■ **What you should do**: From the listing below, select every line where the word "Turmweg" appears.
········
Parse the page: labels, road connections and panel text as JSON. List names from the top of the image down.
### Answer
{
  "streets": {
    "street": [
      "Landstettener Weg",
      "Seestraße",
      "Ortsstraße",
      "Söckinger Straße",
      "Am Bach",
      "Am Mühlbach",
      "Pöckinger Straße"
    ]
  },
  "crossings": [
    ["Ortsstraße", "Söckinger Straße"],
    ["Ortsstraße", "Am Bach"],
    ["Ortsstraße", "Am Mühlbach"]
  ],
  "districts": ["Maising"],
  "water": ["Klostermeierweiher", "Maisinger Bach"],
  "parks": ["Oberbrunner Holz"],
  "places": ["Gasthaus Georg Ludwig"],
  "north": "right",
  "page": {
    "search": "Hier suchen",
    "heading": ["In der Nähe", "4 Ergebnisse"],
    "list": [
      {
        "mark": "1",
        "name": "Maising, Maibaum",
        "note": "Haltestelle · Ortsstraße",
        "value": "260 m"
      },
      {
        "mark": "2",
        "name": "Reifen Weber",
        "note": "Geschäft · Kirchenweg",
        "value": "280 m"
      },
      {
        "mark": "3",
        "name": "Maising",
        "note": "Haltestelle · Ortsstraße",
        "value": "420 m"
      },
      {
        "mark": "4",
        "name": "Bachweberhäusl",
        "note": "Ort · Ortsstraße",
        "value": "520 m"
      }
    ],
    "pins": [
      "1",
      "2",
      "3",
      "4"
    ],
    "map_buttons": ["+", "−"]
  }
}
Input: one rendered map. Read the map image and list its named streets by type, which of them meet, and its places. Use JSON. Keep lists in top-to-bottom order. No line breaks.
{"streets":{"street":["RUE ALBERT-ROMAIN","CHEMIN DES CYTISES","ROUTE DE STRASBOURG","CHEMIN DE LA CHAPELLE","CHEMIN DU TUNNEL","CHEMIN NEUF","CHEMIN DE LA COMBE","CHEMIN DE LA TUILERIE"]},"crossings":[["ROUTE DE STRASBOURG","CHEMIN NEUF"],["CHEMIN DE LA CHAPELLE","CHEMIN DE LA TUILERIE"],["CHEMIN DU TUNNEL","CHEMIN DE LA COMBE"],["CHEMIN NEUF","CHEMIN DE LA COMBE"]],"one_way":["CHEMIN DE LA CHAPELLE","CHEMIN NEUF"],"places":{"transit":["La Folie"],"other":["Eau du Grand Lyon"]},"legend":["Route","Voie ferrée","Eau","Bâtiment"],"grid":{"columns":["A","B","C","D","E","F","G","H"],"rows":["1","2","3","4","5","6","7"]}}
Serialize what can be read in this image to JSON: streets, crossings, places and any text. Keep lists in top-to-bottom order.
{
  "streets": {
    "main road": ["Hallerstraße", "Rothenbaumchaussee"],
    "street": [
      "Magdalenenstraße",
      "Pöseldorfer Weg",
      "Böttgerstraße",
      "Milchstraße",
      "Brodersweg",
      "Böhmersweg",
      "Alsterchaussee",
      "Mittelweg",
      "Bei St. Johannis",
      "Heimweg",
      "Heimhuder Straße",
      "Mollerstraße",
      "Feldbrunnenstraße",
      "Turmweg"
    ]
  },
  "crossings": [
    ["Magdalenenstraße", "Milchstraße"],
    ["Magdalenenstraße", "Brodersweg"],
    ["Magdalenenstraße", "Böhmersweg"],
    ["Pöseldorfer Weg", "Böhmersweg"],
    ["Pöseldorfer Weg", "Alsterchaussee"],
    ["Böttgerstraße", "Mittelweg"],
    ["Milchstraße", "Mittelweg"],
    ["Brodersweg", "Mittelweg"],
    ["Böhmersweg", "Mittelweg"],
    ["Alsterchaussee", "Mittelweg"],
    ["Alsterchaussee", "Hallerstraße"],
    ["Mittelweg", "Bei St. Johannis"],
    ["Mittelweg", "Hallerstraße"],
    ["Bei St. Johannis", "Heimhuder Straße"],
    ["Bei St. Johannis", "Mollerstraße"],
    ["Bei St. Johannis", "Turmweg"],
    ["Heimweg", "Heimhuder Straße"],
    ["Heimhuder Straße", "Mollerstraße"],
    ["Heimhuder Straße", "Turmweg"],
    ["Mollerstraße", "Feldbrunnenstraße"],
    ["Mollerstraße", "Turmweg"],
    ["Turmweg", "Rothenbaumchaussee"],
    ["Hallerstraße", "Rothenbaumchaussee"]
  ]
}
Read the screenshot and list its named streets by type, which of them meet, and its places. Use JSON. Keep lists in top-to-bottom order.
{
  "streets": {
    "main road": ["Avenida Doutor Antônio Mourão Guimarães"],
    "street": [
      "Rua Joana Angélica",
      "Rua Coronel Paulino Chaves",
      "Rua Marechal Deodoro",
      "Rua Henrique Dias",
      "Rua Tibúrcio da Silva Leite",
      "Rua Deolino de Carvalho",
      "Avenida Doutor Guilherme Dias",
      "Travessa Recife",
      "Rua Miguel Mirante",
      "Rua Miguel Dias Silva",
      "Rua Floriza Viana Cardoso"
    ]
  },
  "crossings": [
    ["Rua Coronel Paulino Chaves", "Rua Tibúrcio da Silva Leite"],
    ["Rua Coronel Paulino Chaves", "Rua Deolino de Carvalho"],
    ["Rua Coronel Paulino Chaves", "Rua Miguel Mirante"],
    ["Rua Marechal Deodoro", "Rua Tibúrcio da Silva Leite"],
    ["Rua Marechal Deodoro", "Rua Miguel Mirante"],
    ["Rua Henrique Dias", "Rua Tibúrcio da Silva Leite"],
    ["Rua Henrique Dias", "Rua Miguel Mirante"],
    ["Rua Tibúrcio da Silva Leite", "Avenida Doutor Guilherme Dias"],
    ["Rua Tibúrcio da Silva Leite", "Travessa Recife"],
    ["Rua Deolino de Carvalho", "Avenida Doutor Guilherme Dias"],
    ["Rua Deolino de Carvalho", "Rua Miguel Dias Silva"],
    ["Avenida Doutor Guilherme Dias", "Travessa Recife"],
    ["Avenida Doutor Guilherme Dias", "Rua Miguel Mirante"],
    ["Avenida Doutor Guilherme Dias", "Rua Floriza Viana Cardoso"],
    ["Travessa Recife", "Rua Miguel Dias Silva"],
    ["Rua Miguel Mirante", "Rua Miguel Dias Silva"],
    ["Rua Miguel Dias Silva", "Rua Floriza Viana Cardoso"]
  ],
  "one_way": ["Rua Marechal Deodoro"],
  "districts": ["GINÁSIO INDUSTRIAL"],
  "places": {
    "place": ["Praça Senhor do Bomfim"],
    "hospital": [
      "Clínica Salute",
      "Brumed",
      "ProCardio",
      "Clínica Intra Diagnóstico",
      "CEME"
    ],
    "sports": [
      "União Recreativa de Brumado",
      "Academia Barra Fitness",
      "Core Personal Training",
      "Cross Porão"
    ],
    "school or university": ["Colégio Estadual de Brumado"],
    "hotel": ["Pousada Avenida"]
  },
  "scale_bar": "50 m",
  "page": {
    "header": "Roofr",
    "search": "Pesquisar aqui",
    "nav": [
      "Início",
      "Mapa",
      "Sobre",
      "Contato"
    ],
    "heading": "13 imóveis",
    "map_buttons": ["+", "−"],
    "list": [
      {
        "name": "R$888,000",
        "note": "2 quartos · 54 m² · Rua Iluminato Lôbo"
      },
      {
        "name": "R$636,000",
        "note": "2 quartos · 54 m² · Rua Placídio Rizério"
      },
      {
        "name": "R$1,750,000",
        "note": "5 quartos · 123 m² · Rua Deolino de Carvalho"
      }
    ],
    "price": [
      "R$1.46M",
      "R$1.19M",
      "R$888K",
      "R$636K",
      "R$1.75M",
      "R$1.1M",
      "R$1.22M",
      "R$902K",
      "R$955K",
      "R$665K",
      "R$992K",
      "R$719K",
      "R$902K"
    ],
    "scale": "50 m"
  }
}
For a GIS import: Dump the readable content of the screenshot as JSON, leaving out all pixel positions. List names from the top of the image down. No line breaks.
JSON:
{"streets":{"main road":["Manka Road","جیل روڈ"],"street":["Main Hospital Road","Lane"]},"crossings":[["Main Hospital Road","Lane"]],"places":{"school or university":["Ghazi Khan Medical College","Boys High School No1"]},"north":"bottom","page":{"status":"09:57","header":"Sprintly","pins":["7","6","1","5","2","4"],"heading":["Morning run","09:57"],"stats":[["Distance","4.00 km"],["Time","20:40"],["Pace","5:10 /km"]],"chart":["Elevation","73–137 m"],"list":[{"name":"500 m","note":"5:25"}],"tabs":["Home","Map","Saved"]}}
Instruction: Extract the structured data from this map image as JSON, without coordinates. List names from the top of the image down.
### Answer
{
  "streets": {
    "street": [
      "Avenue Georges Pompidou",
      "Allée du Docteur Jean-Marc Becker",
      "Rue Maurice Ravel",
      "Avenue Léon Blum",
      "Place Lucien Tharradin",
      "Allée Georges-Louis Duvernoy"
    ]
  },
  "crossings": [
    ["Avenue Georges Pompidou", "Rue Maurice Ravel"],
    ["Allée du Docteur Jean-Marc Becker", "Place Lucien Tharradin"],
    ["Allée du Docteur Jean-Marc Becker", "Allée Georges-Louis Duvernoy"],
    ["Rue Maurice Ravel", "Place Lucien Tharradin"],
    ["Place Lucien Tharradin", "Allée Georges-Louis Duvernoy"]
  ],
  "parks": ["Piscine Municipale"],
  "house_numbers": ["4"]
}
········
■ **Expected output**:
      "Turmweg"
    ["Bei St. Johannis", "Turmweg"],
    ["Heimhuder Straße", "Turmweg"],
    ["Mollerstraße", "Turmweg"],
    ["Turmweg", "Rothenbaumchaussee"],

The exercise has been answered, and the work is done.